Następnego dnia po południu siedziałam razem z Hermi na ławce przy czarze ognia. Hermi czytała książkę, a ja patrzyłam na czarę. Nagle do sali wbiegli bliźniacy, spokój i cisza która tu panowała znikła.

- wiemy jak wystąpić w turnieju - powiedzieli jednocześnie.

- ale wiecie że czare chroni zaklęcie wiekow - powiedziała Hermina.

- dlatego użyjemy eliksiru który nas postarzy - wytłumaczył Fred.

- nie uda wam się - powiedziałam.

- nie bącimy takimi pesemistami - powiedział George

- chętnie popatrze na waszą następną porażkę - powiedziałam, byłam pewna co mowie bo tego zalęcie nie da się przechytrzyć.

- na jaką porażkę to się na pewno uda - powiedział Fred.

Wypili swój eliksir i wyrosły im długie siwe brody szczerze wyglądali bardzo zabawnie jako osiemdziesięciolatki. Podeszli do czary ognia i chcieli wrzucić karteczki z swoim imieniem i nazwiskiem ale czara ich wyrzuciła. Obaj spadli na padłogę a z nimi ich palące się kartki.

- mówiłam - powiedziałam rozbawiona tą sytuacją.

- oj mówiłaś - powiedzieli zasmuceni i wkurzeni bliźniacy.

- to było mnie posłuchać - powiedziałam

- za ile znikną nam te brody - zapytał się George.

- za jakiś dwa, trzy tygodnie - powiedziała Hermi.

- co tak długo, to musimy je zgolić - powiedział Fred.

- chyba kosiarką bo golarka chyba nie da rady - powiedziałam.

***
Siedziałam właśnie w bibliotece i szukałam jakieś ciekawej książki. Jak już taką znalazłam to poszłam usiąść przy wolnym stoliku.
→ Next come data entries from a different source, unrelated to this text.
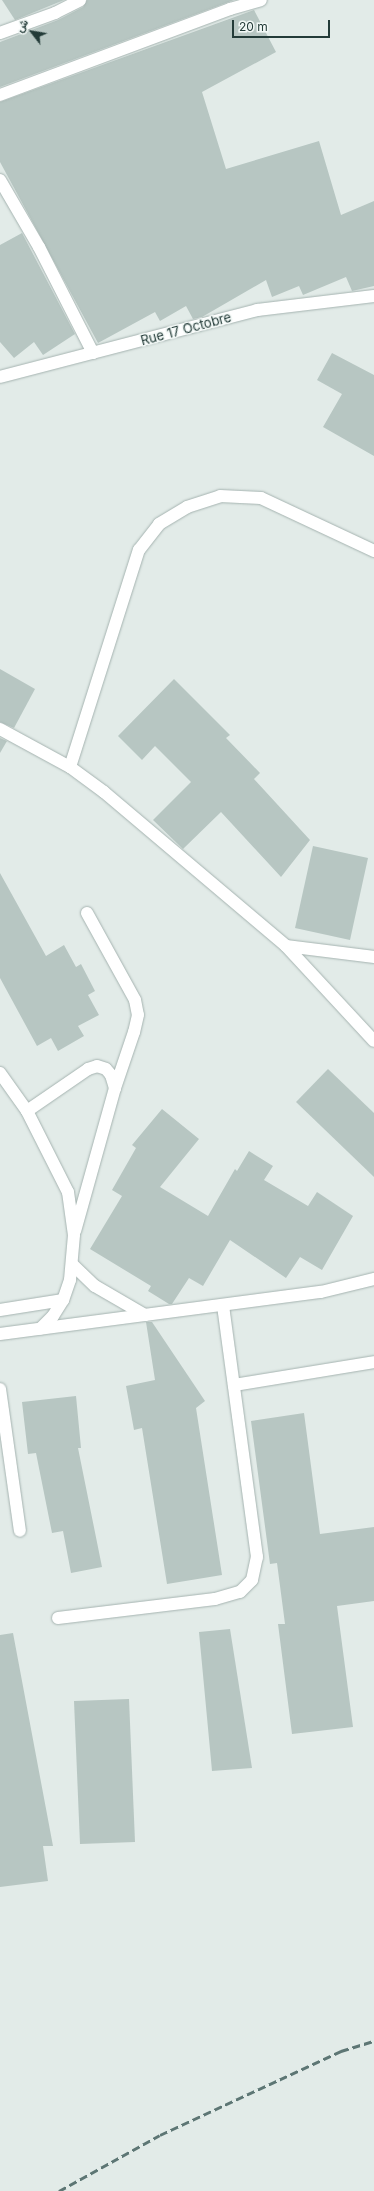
<!DOCTYPE html>
<meta charset="utf-8">
<style>
body{margin:0}
#map{position:relative;width:374px;height:2191px;overflow:hidden;background:#e2ebe8;font-family:Inter,Vazirmatn,sans-serif}
div>[style]{position:absolute}
.building>*{inset:0;background:#b7c6c2}
.roads{filter:drop-shadow(0 0 1px #a5b3b0) drop-shadow(0 0 1px #a5b3b0)}
.street>*{height:12px;margin:-6px;padding:0 6px;transform-origin:6px;border-radius:6px;background:#fff}
.secondary>*{height:12px;margin:-6px;padding:0 6px;transform-origin:6px;border-radius:6px;background:#fff}
.rail>*{height:3px;margin-top:-1.5px;transform-origin:0;background:repeating-linear-gradient(90deg,#5d7674 0 8px,transparent 0 12px)}
span{translate:-50% -50%;white-space:nowrap;text-align:center;line-height:1.15;-webkit-text-stroke:3px #f2f8f6;paint-order:stroke}
.street-label{font-size:13px;color:#233b38}
.north{position:absolute;left:12px;top:12px;width:40px;height:40px;-webkit-text-stroke:3px #f2f8f6;paint-order:stroke;rotate:301deg;font-size:11px;font-weight:700;line-height:16px;text-align:center;color:#233b38}
.north::after{content:'';display:block;margin:auto;width:14px;height:18px;background:#233b38;clip-path:polygon(50% 0,100% 100%,50% 72%,0 100%)}
.scale{position:absolute;left:232px;top:20px;width:98px;height:18px;box-sizing:border-box;border:2px solid #233b38;border-top:0;padding-left:5px;font-size:12px;line-height:14px;white-space:nowrap;color:#233b38;-webkit-text-stroke:3px #f2f8f6;paint-order:stroke}
</style>
<div id="map">
<div class="building">
<i style="clip-path:polygon(2px 0,64px 0,15px 20px)"></i>
<i style="clip-path:polygon(87px 0,234px 0,0 87px,0 42px,58px 20px,83px 7px)"></i>
<i style="clip-path:polygon(254px 10px,276px 52px,202px 92px,226px 169px,319px 141px,341px 215px,374px 201px,374px 286px,352px 291px,346px 277px,303px 295px,299px 286px,272px 297px,266px 280px,202px 317px,193px 319px,186px 306px,160px 321px,155px 312px,98px 343px,0 162px,0 102px)"></i>
<i style="clip-path:polygon(22px 233px,75px 334px,43px 355px,34px 342px,14px 358px,0 342px,0 245px)"></i>
<i style="clip-path:polygon(332px 353px,374px 375px,374px 456px,323px 427px,342px 394px,317px 380px)"></i>
<i style="clip-path:polygon(0 669px,35px 689px,14px 728px,0 722px)"></i>
<i style="clip-path:polygon(174px 679px,230px 735px,226px 738px,260px 773px,254px 779px,310px 840px,281px 877px,221px 812px,183px 849px,153px 820px,191px 782px,155px 746px,142px 760px,118px 736px)"></i>
<i style="clip-path:polygon(0 738px,7px 741px,0 753px)"></i>
<i style="clip-path:polygon(313px 846px,368px 858px,350px 940px,295px 928px)"></i>
<i style="clip-path:polygon(0 873px,46px 956px,64px 945px,76px 967px,81px 964px,95px 991px,88px 995px,99px 1015px,78px 1026px,84px 1036px,58px 1051px,51px 1038px,37px 1046px,0 978px)"></i>
<i style="clip-path:polygon(328px 1069px,374px 1113px,374px 1177px,296px 1102px)"></i>
<i style="clip-path:polygon(162px 1109px,199px 1139px,160px 1187px,208px 1216px,235px 1169px,237px 1171px,249px 1151px,273px 1166px,264px 1180px,308px 1206px,317px 1192px,353px 1216px,322px 1270px,300px 1257px,286px 1278px,230px 1240px,203px 1286px,189px 1278px,172px 1304px,169px 1304px,148px 1291px,151px 1286px,90px 1249px,122px 1196px,112px 1190px,136px 1148px,132px 1145px)"></i>
<i style="clip-path:polygon(146px 1322px,152px 1322px,205px 1401px,196px 1408px,222px 1575px,167px 1584px,142px 1428px,134px 1430px,126px 1386px,155px 1380px)"></i>
<i style="clip-path:polygon(76px 1396px,81px 1448px,78px 1448px,102px 1567px,71px 1573px,63px 1531px,52px 1533px,36px 1453px,28px 1454px,22px 1402px)"></i>
<i style="clip-path:polygon(304px 1413px,320px 1534px,374px 1527px,374px 1601px,337px 1606px,353px 1727px,292px 1734px,278px 1624px,285px 1624px,277px 1563px,270px 1564px,251px 1421px)"></i>
<i style="clip-path:polygon(230px 1629px,252px 1768px,212px 1771px,199px 1632px)"></i>
<i style="clip-path:polygon(13px 1633px,53px 1846px,43px 1846px,48px 1881px,0 1887px,0 1635px)"></i>
<i style="clip-path:polygon(129px 1699px,135px 1842px,80px 1844px,74px 1701px)"></i>
</div>
<div class="roads">
<div class="street">
<i style="left:0;top:33px;width:59px;rotate:-20deg"></i>
<i style="left:55px;top:13px;width:28px;rotate:-27deg"></i>
<i style="left:0;top:95px;width:246px;rotate:-20.5deg"></i>
<i style="left:230px;top:9px;width:32px;rotate:-16deg"></i>
<i style="left:0;top:180px;width:78px;rotate:59.8deg"></i>
<i style="left:39px;top:247px;width:119px;rotate:63deg"></i>
<i style="left:0;top:729px;width:80px;rotate:28.5deg"></i>
<i style="left:70px;top:767px;width:42px;rotate:36.3deg"></i>
<i style="left:104px;top:792px;width:238px;rotate:40.2deg"></i>
<i style="left:286px;top:946px;width:129px;rotate:47.2deg"></i>
<i style="left:70px;top:767px;width:228px;rotate:-72.4deg"></i>
<i style="left:139px;top:550px;width:33px;rotate:-52deg"></i>
<i style="left:159px;top:524px;width:33px;rotate:-31deg"></i>
<i style="left:187px;top:507px;width:35px;rotate:-18deg"></i>
<i style="left:220px;top:496px;width:41px;rotate:2.8deg"></i>
<i style="left:261px;top:498px;width:125px;rotate:25.1deg"></i>
<i style="left:87px;top:913px;width:99px;rotate:61.1deg"></i>
<i style="left:135px;top:1000px;width:15px;rotate:79deg"></i>
<i style="left:138px;top:1015px;width:17px;rotate:103deg"></i>
<i style="left:134px;top:1032px;width:59px;rotate:108.7deg"></i>
<i style="left:286px;top:946px;width:89px;rotate:7.1deg"></i>
<i style="left:0;top:1073px;width:47px;rotate:54.6deg"></i>
<i style="left:27px;top:1111px;width:91px;rotate:63.2deg"></i>
<i style="left:68px;top:1192px;width:43px;rotate:82.1deg"></i>
<i style="left:74px;top:1235px;width:45px;rotate:95.1deg"></i>
<i style="left:70px;top:1280px;width:21px;rotate:109deg"></i>
<i style="left:63px;top:1300px;width:19px;rotate:122deg"></i>
<i style="left:53px;top:1316px;width:18px;rotate:135deg"></i>
<i style="left:27px;top:1111px;width:74px;rotate:-34.5deg"></i>
<i style="left:88px;top:1069px;width:9px;rotate:-18deg"></i>
<i style="left:97px;top:1066px;width:9px;rotate:18deg"></i>
<i style="left:106px;top:1069px;width:8px;rotate:50deg"></i>
<i style="left:111px;top:1075px;width:14px;rotate:73deg"></i>
<i style="left:115px;top:1088px;width:148px;rotate:105.6deg"></i>
<i style="left:73px;top:1265px;width:30px;rotate:44deg"></i>
<i style="left:95px;top:1286px;width:58px;rotate:30.1deg"></i>
<i style="left:0;top:1310px;width:64px;rotate:-9deg"></i>
<i style="left:0;top:1334px;width:324px;rotate:-7.5deg"></i>
<i style="left:321px;top:1292px;width:55px;rotate:-13.8deg"></i>
<i style="left:234px;top:1385px;width:142px;rotate:-9.3deg"></i>
<i style="left:0;top:1389px;width:143px;rotate:82deg"></i>
<i style="left:58px;top:1618px;width:158px;rotate:-6.9deg"></i>
<i style="left:215px;top:1599px;width:26px;rotate:-16deg"></i>
<i style="left:240px;top:1592px;width:17px;rotate:-45deg"></i>
<i style="left:252px;top:1580px;width:24px;rotate:-78deg"></i>
<i style="left:257px;top:1557px;width:254px;rotate:-97.7deg"></i>
</div>
<div class="secondary">
<i style="left:0;top:377px;width:266px;rotate:-14.6deg"></i>
<i style="left:257px;top:310px;width:118px;rotate:-6.8deg"></i>
</div>
</div>
<div class="rail">
<i style="left:59px;top:2191px;width:115px;rotate:-29deg"></i>
<i style="left:160px;top:2135px;width:200px;rotate:-24.9deg"></i>
<i style="left:341px;top:2051px;width:34px;rotate:-17deg"></i>
</div>
<div class="street-label">
<span style="left:186px;top:329px;rotate:-15deg">Rue 17 Octobre</span>
</div>
<div class="north">ش</div>
<div class="scale">20 m</div>
</div>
Czytałam książkę i usłyszałam jak ktoś odsuwa krzesło na przeciwko mnie.

- cześć szlamo - powiedział ktoś postanowłam spojrzeć na tą osobę.

- chyba coś ci się pomyliło - odpowiedziałam.

- chyba nie panno Potter - odpowiedział.

- czy to nie jest sławny Draco Malfoy - zapytałam sarkastycznie.

- we własnej osobie - powiedział teatralnie.

- o tu jesteś Draco - zawołał Blaise

- hej - odpowiedział nie zadowolony Draco.

- o hej Alex - powiedział i mnie przytulił.

- hej fajnie że o mnie nie zapomniałeś - powiedziałam

- o tobie nie da się zapomnieć - powiedział Blaise

- szukałeś mnie - zapytał się Draco.

- a tak Pansy cię szuka - powiedział Blaise.

- to choć do niej - powiedział Draco.

- to pa skarbie - powiedział Blaise.

- to wy jesteście parą - zapytał się zaskoczony Draco.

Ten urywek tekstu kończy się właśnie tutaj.